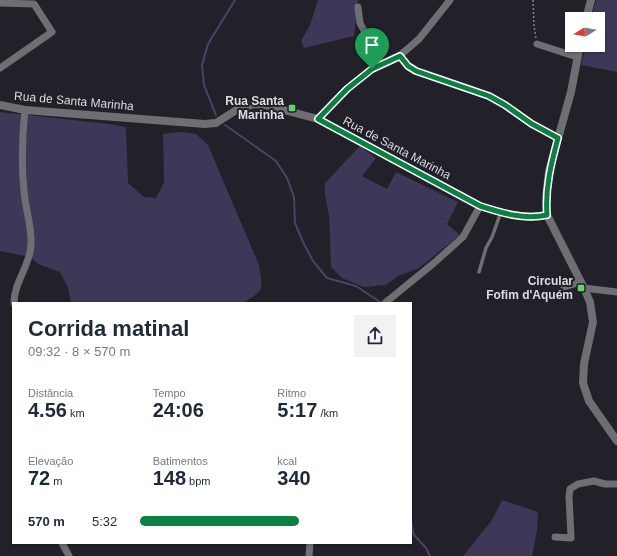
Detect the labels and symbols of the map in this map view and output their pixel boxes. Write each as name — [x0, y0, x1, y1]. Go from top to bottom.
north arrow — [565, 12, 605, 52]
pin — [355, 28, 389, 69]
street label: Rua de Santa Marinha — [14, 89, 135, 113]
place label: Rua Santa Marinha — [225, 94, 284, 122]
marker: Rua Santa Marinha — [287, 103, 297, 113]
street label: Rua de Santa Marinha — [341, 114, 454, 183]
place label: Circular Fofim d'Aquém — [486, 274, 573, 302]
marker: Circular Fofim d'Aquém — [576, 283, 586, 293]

What to do - Exclude the images, then output the data above word for word.

Written response -
Detect the labels and symbols of the map in this map view and output their pixel boxes. Write each as name — [x0, y0, x1, y1]. Go from top to bottom.
north arrow — [565, 12, 605, 52]
pin — [355, 28, 389, 69]
street label: Rua de Santa Marinha — [14, 89, 135, 113]
place label: Rua Santa Marinha — [225, 94, 284, 122]
marker: Rua Santa Marinha — [287, 103, 297, 113]
street label: Rua de Santa Marinha — [341, 114, 454, 183]
place label: Circular Fofim d'Aquém — [486, 274, 573, 302]
marker: Circular Fofim d'Aquém — [576, 283, 586, 293]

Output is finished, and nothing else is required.